Extract pseudopotential string from a CASTEP OTF .USP file.

Parameters

fname (str/list) – filename of usp file, or list of filenames.

Returns

partial species_pot dict from usp file.

Return type

dict

matador.scrapers.castep_scrapers.get_seed_metadata(doc, seed)[source]

For a given document and seedname, look for ICSD CollCode, MaterialsProject IDs and DOIs to add to the document.

Parameters
  • doc (dict) – the input document.

  • seed (str) – the filename that is being scraped (sans file extension).

matador.scrapers.cif_scraper module

This file implements the scraper functions for the CIF (Crystallographic Information File) format.

matador.scrapers.cif_scraper.cif2dict(fname, **kwargs)[source]

Extract available information from .cif file and store as a dictionary. Raw cif data is stored under the ‘_cif’ key. Symmetric sites are expanded by the symmetry operations and their occupancies are tracked.

Parameters

fname (str/list) – filename or list of filenames of .cif file(s) (with or without extension).

Returns

if successful, a dictionary containing scraped

data and True, if not, then an error string and False.

Return type

(dict/str, bool)

matador.scrapers.magres_scrapers module

This submodule implements some scraper functions for NMR-related inputs and outputs, e.g. .magres files.

matador.scrapers.magres_scrapers.magres2dict(fname, **kwargs)[source]

Extract available information from .magres file. Assumes units of Angstrom and ppm for relevant quantities.

matador.scrapers.qe_scrapers module

This file implements some scraper functions for Quantum Espresso-related inputs and outputs.

matador.scrapers.qe_scrapers.pwout2dict(fname, **kwargs)[source]

Extract available information from pw.x .out file.

Parameters

fname (str/list) – filename or list of filenames to scrape as a QuantumEspresso pw.x output.

matador.scrapers.utils module

This file defines some useful scraper functionality, like custom errors and a scraper function wrapper.

matador.scrapers.utils.get_flines_extension_agnostic(fname, ext)[source]

Try to open and read the filename provided, if it doesn’t exist then try adding the given file extension to it.

Parameters
  • fname (str) – the filename with or without extension.

  • ext (list of str or str) – the extension or list of file extensions to try, or None. Should not contain “.”.

Raises

FileNotFoundError – if the file was not found in either form.

Returns

the contents of the file and the filename.

Return type

(list of str, str)

matador.scrapers.utils.scraper_function(function)[source]

Wrapper for scraper functions to handle exceptions and template the scraper functions to work for multiples files at once.

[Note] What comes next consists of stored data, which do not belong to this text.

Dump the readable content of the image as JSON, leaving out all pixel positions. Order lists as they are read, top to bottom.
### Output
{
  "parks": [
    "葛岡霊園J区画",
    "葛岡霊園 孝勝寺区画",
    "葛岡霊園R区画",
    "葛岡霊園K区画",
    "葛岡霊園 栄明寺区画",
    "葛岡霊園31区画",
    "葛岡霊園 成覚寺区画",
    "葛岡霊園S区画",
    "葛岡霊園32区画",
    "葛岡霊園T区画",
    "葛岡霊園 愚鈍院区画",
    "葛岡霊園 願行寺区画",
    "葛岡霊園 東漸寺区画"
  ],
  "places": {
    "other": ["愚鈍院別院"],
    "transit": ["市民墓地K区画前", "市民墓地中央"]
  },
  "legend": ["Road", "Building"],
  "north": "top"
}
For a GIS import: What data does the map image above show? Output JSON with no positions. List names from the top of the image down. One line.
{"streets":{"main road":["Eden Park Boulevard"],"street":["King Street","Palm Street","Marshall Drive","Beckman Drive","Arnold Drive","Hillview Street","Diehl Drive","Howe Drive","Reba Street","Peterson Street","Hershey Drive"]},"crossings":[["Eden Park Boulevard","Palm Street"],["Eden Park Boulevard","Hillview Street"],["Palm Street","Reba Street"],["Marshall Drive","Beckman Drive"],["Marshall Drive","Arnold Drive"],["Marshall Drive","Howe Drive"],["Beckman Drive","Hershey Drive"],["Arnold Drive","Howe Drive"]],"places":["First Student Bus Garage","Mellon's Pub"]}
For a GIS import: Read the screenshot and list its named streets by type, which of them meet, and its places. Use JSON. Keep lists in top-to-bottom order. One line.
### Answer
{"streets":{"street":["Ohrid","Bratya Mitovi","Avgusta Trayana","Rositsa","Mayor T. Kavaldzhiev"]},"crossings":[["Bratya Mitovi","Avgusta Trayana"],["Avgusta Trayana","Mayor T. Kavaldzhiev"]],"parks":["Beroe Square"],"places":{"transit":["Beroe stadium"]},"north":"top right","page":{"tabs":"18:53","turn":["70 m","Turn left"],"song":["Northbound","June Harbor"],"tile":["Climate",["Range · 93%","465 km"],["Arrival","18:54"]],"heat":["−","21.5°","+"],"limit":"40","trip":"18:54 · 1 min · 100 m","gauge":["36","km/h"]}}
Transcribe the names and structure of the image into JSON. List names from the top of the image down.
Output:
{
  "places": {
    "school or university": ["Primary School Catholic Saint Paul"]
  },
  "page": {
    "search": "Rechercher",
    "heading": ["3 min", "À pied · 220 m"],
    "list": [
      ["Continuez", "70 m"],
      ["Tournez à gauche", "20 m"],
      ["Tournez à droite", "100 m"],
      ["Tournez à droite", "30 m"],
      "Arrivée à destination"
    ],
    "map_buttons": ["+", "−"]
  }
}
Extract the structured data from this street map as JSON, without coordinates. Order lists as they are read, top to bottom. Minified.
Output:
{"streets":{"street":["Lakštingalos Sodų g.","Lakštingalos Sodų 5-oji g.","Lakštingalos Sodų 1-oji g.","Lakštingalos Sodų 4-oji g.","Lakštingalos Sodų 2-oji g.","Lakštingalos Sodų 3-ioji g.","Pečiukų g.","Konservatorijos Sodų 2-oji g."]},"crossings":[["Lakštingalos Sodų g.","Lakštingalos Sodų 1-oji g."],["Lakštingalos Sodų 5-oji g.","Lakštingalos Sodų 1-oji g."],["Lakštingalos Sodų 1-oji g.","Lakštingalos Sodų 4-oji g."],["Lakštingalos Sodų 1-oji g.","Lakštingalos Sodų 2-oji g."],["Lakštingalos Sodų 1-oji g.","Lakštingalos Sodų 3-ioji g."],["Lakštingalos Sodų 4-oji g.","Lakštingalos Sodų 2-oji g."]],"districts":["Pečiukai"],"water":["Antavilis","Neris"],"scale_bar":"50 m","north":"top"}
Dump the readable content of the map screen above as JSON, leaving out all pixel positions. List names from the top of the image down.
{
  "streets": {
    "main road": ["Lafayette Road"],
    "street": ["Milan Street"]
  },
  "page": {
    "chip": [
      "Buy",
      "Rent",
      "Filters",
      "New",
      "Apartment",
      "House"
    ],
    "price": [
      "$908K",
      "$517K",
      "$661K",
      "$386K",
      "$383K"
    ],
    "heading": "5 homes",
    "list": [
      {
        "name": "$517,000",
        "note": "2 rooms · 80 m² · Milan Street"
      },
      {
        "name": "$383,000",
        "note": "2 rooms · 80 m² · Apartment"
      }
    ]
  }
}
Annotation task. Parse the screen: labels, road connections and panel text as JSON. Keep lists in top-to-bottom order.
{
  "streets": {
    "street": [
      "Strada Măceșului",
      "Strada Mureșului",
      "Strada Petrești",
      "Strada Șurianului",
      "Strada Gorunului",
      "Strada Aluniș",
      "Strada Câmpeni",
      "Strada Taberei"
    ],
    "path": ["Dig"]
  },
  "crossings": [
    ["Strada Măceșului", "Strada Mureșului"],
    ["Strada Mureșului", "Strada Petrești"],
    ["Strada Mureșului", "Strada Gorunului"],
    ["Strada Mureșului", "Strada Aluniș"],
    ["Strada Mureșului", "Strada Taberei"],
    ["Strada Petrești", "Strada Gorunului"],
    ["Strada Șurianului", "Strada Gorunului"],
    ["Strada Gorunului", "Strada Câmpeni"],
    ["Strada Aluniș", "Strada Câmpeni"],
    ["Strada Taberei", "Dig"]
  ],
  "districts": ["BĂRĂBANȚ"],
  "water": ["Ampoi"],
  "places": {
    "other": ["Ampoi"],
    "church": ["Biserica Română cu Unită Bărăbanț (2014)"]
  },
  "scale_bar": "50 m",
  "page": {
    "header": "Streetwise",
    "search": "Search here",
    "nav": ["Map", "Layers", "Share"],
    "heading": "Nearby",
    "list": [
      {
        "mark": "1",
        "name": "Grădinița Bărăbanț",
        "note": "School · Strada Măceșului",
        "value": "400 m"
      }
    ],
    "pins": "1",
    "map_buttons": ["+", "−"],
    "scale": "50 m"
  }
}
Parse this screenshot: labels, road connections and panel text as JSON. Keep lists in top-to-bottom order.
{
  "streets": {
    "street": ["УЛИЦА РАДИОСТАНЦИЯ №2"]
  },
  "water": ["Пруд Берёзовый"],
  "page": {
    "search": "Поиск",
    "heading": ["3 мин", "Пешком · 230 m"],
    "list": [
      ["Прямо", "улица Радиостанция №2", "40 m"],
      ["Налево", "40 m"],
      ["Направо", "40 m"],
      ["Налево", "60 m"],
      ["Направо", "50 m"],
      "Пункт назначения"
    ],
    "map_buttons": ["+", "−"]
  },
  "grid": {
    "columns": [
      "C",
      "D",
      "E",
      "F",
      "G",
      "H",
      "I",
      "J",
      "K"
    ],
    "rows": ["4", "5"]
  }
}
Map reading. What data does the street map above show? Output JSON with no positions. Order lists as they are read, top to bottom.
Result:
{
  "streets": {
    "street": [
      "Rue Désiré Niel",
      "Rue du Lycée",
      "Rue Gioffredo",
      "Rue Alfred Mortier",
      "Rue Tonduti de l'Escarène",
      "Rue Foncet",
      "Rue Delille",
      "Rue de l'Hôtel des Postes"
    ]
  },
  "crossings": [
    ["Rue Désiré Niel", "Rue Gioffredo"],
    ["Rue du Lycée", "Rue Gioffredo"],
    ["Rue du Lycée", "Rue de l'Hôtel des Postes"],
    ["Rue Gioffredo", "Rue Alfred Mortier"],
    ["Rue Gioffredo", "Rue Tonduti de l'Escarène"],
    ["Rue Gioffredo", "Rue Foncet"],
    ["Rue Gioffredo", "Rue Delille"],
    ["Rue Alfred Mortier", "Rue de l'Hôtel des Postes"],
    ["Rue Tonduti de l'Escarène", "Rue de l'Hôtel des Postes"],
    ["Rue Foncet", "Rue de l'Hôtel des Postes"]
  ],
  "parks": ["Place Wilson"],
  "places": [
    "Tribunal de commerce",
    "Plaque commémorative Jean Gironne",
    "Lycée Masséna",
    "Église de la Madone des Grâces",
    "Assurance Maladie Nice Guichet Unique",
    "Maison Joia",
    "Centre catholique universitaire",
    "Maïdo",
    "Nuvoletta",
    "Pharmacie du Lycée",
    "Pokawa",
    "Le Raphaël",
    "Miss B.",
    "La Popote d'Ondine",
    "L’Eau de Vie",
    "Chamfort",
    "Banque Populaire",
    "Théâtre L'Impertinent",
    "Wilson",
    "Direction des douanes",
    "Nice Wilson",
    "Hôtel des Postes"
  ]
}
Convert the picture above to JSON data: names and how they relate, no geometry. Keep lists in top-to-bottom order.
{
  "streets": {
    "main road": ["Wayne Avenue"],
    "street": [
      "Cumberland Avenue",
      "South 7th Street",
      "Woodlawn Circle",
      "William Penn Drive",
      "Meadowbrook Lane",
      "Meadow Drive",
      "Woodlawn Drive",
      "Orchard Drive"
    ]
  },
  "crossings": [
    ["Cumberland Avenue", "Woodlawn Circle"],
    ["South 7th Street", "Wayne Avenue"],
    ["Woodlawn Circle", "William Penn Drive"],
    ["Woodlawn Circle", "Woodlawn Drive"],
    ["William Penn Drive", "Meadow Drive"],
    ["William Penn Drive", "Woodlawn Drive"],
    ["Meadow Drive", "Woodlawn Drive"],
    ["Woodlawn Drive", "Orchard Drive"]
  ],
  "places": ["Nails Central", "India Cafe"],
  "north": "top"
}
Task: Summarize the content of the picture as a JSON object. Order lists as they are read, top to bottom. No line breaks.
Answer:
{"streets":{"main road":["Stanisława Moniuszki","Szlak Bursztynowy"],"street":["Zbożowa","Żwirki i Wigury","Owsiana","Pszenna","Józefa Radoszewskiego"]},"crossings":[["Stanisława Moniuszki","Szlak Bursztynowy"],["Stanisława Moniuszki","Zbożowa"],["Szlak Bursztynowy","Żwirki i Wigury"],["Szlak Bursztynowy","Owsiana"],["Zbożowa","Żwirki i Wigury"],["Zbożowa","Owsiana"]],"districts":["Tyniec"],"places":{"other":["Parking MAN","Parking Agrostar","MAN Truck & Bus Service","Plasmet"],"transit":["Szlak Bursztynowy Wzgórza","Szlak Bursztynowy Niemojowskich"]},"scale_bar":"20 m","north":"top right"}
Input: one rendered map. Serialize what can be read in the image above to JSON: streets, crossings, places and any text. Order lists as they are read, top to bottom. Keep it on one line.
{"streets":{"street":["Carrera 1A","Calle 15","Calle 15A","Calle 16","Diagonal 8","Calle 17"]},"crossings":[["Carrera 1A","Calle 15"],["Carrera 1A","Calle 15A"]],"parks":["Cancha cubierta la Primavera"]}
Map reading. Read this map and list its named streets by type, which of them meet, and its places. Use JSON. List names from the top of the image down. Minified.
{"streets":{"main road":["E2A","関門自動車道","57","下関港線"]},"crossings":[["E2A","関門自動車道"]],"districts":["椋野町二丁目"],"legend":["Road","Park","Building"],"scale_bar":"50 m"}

matador.scrapers.utils.f90_float_parse(val)[source]

Wrapper to float that handles Fortran’s horrible behaviour for float exponents <= 100, e.g. 1e-100 -> 1.0000000-100 rather than 1.000000E-100. Also handles “+” signs in front of numbers.

Parameters

val (str) – the string to cast to a float.

exception matador.scrapers.utils.DFTError[source]

Bases: Exception

Quick DFT exception class for unconverged or non-useful calculations.

exception matador.scrapers.utils.ComputationError[source]

Bases: Exception

Raised when the calculation fails to do the DFT. Distinct from DFTError as this is an issue of numerics or chemistry, where this is raised for technical issues, e.g. CASTEP crashes.